The mystery behind which club will be charitable enough to take anti-goal Soldado (I’d put money on it being a Turkish club) remains as a large question given they need another striker due to the over-reliance on Harry Kane and the disappearance of Adebayor’s talent and reappearance of his inflated ego. Erik Lamela was painted on the ceilings of White Hart Lane chapel’s as the divine successor of Bale, but given his injuries and lack of playing time he hasn’t shone in that time, at least not £26 million’s worth (yes, even that Rabona wasn’t worth it). But all is not lost, the signing of Christian Eriksen represents a brilliant coup. Like an exquisite Apple strudel, delicate, light and utterly excellent throughout the year has given Spurs’s transfer panel something to cling on to.
Nacer Chadli will inevitably become a sorry tale, possibly doing “a Capoue” by moving to another lesser English club which is likely to be renamed at some point in the near future “a Townsend”. But Nacer and Eriksen’s signings have something of the Pochettino mould to them, signing from industrious, philosophy-built sides with not the weight of expectation on them to succeed Bale from the get go. Since Pochettino has come into the Spurs cauldron of rumours and publicity, he’s done a cracking job in keeping it simmering and not boiling over. He’s steadily got rid of deadwood in the ranks, overseeing the departures of Sandro, Dawson, Naughton and Sigurdsson (not deadwood, just unfortunate) in his first season. The bloom of some bloke called Harry Kane was seen as a masterstroke and people soon forgot about some other bloke from Wales.
Clever purchases all individually under £8 million (which is completely bizarre in the world of Spurs) in goal-keeper cover in Vorm, industrious Welsh left back in Davies, raw but talented Dier and Yedlin and Stambouli who they’ve made a profit on a year later. Moving on a year and similar neat signings in Trippier and Wimmer, who is in the same mould as Vertonghen (left footed, strong and 6ft2) gives them depth at the back and could play a larger part in the Europa League and League cups as opposed to the League.
Rolling into this season, more is expected from Pochettino I gather. He’s building a strong and hungry young squad in which he’s cautious with his purchases, given the team is already settled, but he’s deemed it needs solidifying around the back, giving Vertonghen a much needed respite. Alderweireld at £16 million could be conceived at being a large transfer, but given that both came from Germinal Beerschot and Ajax together and partner each other in the national squad, gives the instinct that they’ll become an excellent centre back pairing in the league. If you have you’re doubts then check this visual.
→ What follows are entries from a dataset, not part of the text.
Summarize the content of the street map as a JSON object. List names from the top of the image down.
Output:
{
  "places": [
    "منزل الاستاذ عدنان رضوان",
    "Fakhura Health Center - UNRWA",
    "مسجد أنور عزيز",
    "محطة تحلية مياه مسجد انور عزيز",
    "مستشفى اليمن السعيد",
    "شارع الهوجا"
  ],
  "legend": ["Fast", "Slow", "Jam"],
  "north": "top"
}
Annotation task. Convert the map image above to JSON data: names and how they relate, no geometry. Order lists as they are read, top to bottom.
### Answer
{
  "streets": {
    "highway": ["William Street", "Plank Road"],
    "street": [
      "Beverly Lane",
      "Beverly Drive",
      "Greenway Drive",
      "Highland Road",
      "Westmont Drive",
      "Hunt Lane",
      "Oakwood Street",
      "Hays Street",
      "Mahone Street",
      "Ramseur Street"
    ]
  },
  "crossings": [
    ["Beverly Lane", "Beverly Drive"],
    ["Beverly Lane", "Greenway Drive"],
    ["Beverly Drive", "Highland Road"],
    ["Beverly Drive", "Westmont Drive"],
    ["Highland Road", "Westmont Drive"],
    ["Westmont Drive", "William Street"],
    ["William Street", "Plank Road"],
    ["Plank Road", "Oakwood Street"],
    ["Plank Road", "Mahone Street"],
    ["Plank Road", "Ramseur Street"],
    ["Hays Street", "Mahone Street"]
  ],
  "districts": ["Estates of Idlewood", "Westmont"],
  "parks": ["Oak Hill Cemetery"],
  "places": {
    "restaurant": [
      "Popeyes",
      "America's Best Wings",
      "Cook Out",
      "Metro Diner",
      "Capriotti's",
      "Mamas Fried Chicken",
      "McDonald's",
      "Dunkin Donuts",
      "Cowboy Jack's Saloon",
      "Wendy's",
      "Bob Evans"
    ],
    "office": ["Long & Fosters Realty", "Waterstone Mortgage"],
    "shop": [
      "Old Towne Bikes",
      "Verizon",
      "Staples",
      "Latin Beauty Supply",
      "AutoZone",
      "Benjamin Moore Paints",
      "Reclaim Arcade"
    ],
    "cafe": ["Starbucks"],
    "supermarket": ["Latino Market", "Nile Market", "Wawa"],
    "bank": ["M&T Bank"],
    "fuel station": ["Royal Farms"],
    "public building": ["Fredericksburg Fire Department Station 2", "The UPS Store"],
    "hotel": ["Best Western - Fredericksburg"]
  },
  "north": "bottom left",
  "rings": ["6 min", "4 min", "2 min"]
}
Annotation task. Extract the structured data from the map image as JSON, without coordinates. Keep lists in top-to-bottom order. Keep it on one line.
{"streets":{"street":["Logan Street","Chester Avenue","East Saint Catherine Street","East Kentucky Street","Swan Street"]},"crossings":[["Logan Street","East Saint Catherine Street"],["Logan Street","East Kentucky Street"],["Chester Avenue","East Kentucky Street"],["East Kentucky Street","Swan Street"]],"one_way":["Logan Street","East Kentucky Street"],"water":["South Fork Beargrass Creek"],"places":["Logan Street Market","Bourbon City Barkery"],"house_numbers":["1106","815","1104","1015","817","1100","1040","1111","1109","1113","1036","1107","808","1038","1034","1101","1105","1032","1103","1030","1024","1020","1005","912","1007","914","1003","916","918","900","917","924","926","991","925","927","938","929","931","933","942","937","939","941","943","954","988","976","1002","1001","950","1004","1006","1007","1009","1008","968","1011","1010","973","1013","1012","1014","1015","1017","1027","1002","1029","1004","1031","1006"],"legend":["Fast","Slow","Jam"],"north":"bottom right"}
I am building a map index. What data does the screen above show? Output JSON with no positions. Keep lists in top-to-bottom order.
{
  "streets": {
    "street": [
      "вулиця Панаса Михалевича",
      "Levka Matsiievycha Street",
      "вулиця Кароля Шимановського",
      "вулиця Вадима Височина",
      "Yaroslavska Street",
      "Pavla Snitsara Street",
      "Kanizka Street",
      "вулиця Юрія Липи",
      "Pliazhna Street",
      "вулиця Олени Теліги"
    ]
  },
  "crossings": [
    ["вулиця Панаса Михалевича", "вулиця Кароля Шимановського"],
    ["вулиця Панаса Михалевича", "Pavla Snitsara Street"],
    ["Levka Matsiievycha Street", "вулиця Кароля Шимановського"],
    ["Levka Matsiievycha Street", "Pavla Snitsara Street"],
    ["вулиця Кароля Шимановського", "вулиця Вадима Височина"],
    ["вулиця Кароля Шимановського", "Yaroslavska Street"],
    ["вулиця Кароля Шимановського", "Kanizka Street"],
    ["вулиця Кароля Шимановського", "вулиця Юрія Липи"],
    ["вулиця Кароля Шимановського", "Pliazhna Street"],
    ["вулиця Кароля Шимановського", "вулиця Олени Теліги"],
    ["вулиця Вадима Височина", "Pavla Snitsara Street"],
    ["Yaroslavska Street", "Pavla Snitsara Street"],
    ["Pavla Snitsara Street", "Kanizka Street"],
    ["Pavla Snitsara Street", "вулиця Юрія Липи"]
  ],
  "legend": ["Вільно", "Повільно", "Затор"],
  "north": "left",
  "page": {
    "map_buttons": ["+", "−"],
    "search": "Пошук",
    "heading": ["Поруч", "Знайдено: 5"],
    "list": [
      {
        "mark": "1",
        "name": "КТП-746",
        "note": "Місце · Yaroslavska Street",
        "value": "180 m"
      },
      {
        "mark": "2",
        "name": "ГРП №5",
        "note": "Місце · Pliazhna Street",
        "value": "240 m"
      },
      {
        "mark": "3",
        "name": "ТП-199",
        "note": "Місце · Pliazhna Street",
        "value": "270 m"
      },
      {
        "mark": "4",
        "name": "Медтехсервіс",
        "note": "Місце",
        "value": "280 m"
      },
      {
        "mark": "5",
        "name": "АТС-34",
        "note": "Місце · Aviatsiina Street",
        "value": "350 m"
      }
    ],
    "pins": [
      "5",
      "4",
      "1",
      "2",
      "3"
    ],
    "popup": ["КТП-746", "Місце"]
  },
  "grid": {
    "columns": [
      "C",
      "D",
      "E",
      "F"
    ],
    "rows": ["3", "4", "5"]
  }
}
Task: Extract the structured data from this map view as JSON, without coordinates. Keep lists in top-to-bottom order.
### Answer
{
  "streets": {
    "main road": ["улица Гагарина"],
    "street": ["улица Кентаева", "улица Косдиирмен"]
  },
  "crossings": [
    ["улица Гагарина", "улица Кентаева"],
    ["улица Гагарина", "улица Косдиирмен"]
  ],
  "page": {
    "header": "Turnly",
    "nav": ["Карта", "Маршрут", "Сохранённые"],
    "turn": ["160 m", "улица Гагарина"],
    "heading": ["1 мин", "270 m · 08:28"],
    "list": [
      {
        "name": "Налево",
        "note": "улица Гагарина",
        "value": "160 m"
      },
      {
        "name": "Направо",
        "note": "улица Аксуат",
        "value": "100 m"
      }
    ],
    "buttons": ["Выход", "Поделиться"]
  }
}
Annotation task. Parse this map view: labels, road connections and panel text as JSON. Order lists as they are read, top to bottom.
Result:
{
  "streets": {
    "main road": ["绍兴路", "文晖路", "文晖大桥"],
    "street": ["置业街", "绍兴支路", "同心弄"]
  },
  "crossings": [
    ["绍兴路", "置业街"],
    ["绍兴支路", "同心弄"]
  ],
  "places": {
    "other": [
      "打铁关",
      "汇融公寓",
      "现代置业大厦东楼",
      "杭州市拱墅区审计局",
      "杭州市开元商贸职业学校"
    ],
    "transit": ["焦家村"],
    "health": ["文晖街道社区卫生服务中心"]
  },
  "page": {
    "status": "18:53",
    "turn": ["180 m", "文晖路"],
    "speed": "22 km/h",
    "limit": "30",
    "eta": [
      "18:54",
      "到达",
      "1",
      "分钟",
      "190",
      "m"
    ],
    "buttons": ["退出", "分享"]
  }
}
You still every footballing site and newspaper linking you to who Spurs are after next, uttering worlds like “Spurs set to pip such and such” or “Tottenham leading the pack on …”, but with Poch in charge, they seem calm and collected. Like I said earlier, they’re a bit short up front given that they’re likely to see the back of Soldado and Adebayor, so maybe we’re destined to see there transfer panel kick up a fuss soon, but I wouldn’t be expecting the a large transfer fee on a huge, mercurial Spursy signing. Maybe another Kane will pop out of the bag.